Start of DATASET EXTRACT
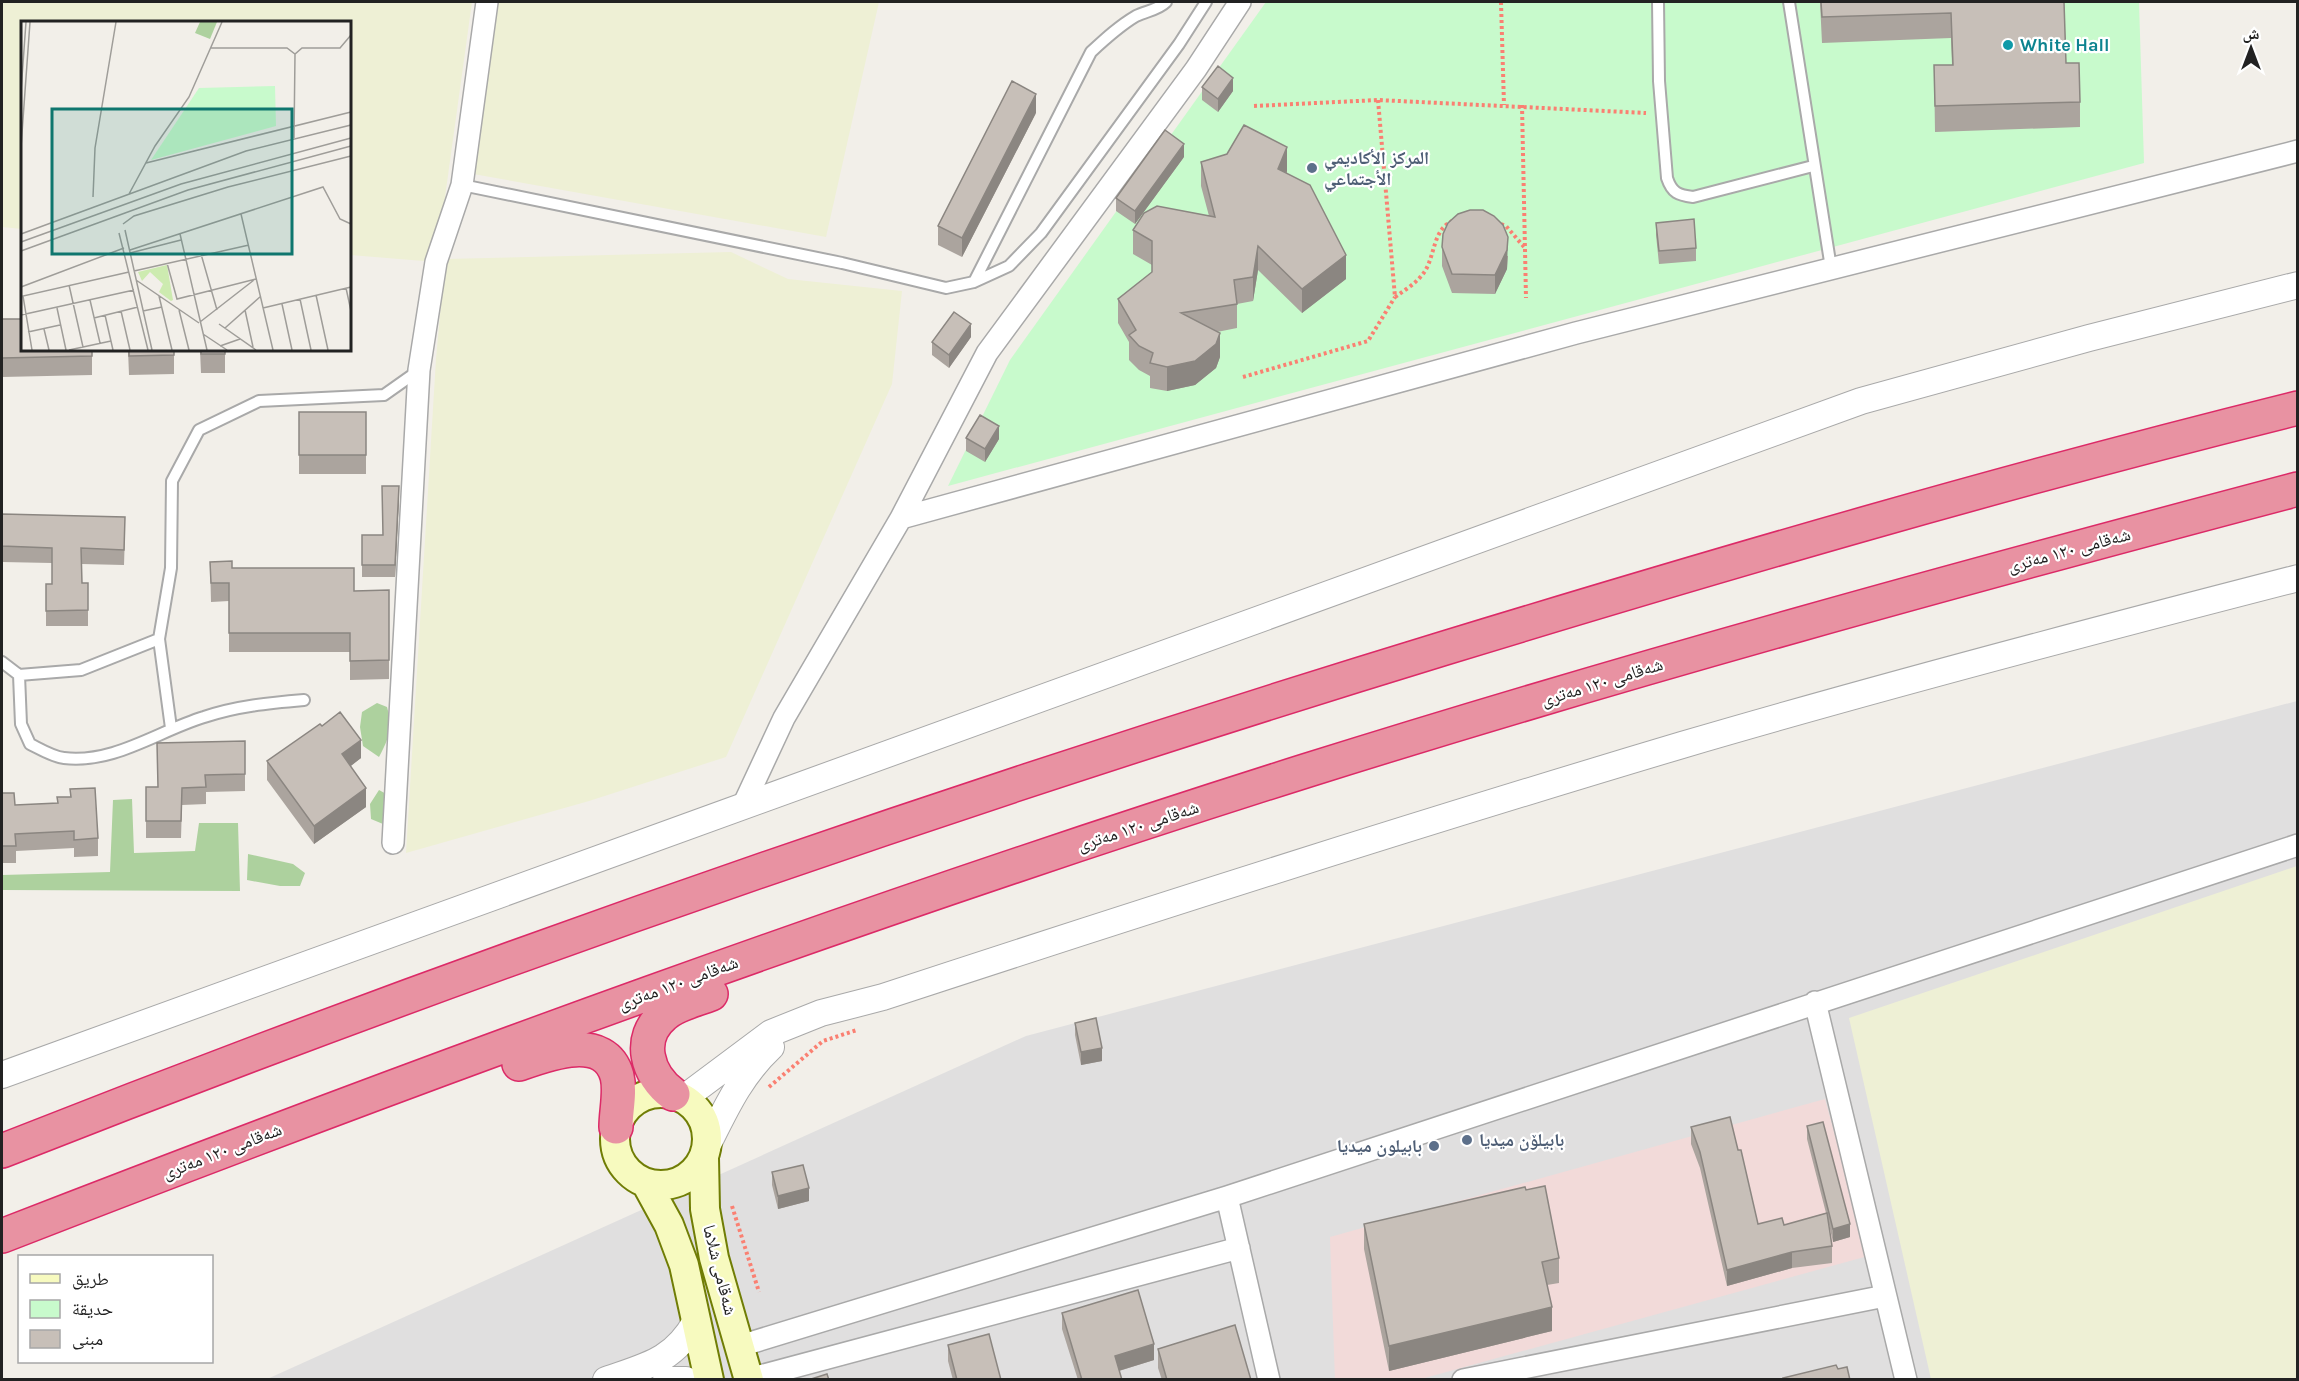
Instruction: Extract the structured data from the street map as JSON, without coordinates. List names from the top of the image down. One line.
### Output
{"streets":{"highway":["شەقامی ١٢٠ مەتری"],"main road":["شەقامی شلاما"]},"places":["White Hall","المركز الأكاديمي الأجتماعي","بابیلۆن میدیا","بابيلون ميديا"],"legend":["طريق","حديقة","مبنى"],"north":"top"}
End of DATASET EXTRACT
### TASK PROMPT
Reproduce each line above exactly, but not a single picture.

### PROBLEM SOLUTION
Instruction: Extract the structured data from the street map as JSON, without coordinates. List names from the top of the image down. One line.
### Output
{"streets":{"highway":["شەقامی ١٢٠ مەتری"],"main road":["شەقامی شلاما"]},"places":["White Hall","المركز الأكاديمي الأجتماعي","بابیلۆن میدیا","بابيلون ميديا"],"legend":["طريق","حديقة","مبنى"],"north":"top"}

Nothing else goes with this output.